Durbin Announces More Than $1.3 Million in Grants for Illinois Museums
[WASHINGTON, DC] – U.S. Sen. Dick Durbin (D-IL) announced today that the Institute of Museum and Library Services (IMLS) has awarded 10 Museums for America grants totaling $1,319,185 to museums in the Chicago metropolitan area and northern Illinois. These funds will help allow recipient institutions to better serve the public by supporting high-priority activities that support their mission and strategic goals.
“Illinois is home to many of the nation’s finest museums,” said Durbin. “Today’s funding will help our museums better engage children and adults alike.”
Today’s funding is part of $19.6 million in Museums for America grants awarded nationwide today by the Institute of Museum and Library Services. Museums for America is the Institute’s largest grant program. The IMLS is a primary source of federal support for the nation’s 123,000 libraries and 17,500 museums that works to enhance learning and innovation, support professional development, and to sustain heritage, culture, and knowledge.
The following Chicago Metro Area museums will receive funding:
- Chicago Academy of Sciences: $146,726 in funding to begin the Collections Inventory Project to inventory and digitally catalog six of the Academy’s collections.
- Chicago Horticultural Society: $149,998 in funding for the Chicago Botanic Garden to pilot the Native Seed Farming Project, a collaborative and complementary strategy to assist vulnerable people and plant communities. The project will test the viability of generating native seed stock as a marketable crop for urban farmers. Training will be conducted through the Garden’s Windy City Harvest program, which offers an accredited job-training program in urban agriculture for at-risk young adults.
- Chicago Zoological Society: $125,618 in funding to create “My Water Footprint,” a website that will use geospatial, whole-earth visualization systems to educate visitors about where they live, their interactions with water, and how they are connected to watersheds.
- Field Museum of Natural History: $100,297 in funding to expand and grow efforts to train parents to engage their children in science.
- Frank Lloyd Wright Preservation Trust: $46,562 in funding for the “Building a Future for Architecture Education” program, which will help develop and sustain a trained group of education program providers. These providers will enable the Preservation Trust to maintain its high quality youth and family programming as well as expand its offerings and outreach.
- Morton Arboretum: $150,000 in funding to develop and design a traveling exhibit intended to empower people to protect and preserve threatened and endangered trees.
- Shedd Aquarium: $150,000 in funding to broaden and diversify the Aquarium’s volunteer corps for the 21st century.
- University of Chicago-Oriental Institute Museum: $150,000 in funding to begin a three-phase integrated database project. The project will allow the museum to move its diverse digital data into an integrated database and also allow for broad public access to their collections, almost none of which are currently available online.

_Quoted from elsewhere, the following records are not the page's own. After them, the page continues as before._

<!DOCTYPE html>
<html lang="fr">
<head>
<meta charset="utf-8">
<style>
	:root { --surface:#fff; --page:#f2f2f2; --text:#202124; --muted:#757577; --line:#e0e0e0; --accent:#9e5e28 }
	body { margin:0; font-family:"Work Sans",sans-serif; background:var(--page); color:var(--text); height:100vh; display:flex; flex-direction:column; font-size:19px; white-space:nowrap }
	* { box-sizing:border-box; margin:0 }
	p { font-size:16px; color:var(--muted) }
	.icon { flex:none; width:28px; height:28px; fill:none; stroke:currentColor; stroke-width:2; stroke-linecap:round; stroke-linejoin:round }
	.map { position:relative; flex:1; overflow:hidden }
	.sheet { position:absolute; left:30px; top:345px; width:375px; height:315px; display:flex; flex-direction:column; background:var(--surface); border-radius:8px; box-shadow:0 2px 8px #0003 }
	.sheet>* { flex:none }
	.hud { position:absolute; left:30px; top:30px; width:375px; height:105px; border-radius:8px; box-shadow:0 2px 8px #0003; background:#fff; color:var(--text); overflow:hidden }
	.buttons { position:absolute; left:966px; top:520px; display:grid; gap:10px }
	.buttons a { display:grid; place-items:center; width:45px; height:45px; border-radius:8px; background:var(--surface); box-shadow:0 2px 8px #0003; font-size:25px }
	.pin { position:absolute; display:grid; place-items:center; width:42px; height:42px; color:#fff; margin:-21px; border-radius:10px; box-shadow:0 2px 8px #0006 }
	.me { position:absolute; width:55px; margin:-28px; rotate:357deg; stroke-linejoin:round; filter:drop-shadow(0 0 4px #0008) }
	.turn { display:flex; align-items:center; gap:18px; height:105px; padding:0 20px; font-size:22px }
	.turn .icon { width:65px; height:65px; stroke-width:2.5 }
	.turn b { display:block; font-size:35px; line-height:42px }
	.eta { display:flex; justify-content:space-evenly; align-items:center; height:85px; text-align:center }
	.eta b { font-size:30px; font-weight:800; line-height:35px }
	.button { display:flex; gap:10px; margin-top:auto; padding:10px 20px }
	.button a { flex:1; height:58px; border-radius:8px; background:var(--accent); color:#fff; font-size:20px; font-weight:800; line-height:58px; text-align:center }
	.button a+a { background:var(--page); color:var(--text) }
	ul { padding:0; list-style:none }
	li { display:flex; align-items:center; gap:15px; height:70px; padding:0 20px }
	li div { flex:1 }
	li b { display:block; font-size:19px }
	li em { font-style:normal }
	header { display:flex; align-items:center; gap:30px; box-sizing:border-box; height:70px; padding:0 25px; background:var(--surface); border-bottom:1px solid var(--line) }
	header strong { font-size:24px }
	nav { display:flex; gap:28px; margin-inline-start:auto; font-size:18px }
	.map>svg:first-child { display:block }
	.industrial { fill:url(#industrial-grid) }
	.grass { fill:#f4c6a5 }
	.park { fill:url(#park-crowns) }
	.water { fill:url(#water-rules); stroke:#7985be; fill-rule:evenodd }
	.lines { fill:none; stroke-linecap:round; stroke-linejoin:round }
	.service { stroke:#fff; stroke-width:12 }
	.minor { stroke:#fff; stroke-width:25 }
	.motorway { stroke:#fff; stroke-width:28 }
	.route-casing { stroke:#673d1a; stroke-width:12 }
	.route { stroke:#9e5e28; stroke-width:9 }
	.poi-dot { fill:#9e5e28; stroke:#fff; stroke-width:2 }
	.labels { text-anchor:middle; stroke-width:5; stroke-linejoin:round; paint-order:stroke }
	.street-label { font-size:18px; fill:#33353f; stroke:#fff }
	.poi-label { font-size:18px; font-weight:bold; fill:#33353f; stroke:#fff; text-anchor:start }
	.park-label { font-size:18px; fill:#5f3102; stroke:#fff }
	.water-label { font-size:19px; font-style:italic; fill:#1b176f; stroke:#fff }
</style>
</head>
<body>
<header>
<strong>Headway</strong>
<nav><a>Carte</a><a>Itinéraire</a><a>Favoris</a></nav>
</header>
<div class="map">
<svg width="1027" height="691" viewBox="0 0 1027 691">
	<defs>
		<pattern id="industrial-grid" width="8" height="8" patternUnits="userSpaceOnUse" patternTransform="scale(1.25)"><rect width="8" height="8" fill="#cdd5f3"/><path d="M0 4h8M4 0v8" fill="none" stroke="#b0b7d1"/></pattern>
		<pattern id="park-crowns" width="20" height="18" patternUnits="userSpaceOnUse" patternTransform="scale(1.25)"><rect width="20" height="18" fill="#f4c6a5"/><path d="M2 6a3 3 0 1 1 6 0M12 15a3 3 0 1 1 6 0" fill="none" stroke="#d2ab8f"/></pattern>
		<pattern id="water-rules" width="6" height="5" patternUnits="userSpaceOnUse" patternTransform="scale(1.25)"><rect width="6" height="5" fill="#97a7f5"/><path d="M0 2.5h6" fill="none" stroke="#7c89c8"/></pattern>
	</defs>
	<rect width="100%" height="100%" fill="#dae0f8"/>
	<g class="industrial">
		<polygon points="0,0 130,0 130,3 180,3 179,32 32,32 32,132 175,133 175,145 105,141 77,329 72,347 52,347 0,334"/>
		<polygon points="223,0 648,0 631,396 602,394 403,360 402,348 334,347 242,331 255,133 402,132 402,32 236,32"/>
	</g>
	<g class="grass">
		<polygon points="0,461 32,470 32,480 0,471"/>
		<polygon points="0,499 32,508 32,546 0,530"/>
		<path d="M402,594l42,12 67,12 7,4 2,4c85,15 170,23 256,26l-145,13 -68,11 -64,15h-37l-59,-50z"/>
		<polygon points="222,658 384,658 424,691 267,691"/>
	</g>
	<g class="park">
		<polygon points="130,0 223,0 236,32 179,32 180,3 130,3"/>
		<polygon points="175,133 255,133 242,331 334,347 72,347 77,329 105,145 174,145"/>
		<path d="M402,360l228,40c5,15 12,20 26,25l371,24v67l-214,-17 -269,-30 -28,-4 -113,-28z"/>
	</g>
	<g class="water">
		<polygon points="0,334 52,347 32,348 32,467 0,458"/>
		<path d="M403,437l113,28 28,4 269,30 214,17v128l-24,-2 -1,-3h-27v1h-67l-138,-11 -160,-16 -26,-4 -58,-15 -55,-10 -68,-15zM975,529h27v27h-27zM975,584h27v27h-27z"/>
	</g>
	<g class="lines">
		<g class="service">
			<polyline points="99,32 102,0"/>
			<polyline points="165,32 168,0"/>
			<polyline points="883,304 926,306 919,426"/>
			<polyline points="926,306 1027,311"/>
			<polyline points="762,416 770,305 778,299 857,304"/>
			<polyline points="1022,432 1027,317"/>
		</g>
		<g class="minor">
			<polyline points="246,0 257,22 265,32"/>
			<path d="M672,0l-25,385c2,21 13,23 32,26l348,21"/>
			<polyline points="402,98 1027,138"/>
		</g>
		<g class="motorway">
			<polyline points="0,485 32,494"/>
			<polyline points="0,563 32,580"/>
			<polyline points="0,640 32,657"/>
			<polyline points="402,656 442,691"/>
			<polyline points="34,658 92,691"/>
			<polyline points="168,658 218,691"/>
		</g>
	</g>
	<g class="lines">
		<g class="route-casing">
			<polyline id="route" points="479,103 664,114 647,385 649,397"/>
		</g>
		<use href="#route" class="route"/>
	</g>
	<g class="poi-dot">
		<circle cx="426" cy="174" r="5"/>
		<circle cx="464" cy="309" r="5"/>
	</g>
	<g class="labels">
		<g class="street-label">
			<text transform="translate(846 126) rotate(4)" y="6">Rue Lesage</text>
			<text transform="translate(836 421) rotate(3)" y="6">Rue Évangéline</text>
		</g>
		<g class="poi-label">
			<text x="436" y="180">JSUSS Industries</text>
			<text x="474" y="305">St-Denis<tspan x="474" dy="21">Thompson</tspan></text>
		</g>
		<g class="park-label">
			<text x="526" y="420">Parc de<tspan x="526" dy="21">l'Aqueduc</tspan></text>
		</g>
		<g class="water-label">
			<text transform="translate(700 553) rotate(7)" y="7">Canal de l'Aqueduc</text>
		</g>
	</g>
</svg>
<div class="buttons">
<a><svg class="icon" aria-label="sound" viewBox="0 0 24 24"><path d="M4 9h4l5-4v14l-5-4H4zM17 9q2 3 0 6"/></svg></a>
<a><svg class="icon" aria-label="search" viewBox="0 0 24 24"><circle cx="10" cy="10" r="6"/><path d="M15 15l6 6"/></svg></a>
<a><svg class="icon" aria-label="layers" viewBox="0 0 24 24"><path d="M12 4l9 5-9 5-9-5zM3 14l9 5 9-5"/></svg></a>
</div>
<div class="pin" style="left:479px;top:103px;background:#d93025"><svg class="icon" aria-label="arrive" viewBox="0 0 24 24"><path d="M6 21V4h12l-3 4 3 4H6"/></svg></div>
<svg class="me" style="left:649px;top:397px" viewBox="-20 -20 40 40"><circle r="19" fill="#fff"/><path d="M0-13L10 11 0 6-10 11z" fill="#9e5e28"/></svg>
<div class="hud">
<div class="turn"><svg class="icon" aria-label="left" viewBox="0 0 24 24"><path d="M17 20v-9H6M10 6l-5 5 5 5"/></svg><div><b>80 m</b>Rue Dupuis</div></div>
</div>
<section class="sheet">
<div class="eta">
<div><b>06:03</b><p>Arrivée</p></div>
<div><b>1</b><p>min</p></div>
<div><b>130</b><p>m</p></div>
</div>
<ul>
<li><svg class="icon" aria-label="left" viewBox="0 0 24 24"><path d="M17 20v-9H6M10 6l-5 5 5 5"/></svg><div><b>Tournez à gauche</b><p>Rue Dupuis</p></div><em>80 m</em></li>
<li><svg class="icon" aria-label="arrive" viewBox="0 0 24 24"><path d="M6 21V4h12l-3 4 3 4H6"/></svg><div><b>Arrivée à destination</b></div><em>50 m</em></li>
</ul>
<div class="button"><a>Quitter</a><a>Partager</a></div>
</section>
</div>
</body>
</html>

- University of Illinois-Jane Addams Hull House Museum: $149,984 in funding to begin the “Hungry for Peace” initiative. The initiative will consist of a monthly lecture series, weekly lecture and discussion programs, and a half-acre farm which will be used to teach local urban children about nutrition and food access issues.
The following Northern Illinois museums will receive funding:
- Midway Village Museum (Rockford): $150,000 in funding to construct and install an immersive, interactive exhibit on the history of immigration to Rockford entitled “Many Faces, One Community.”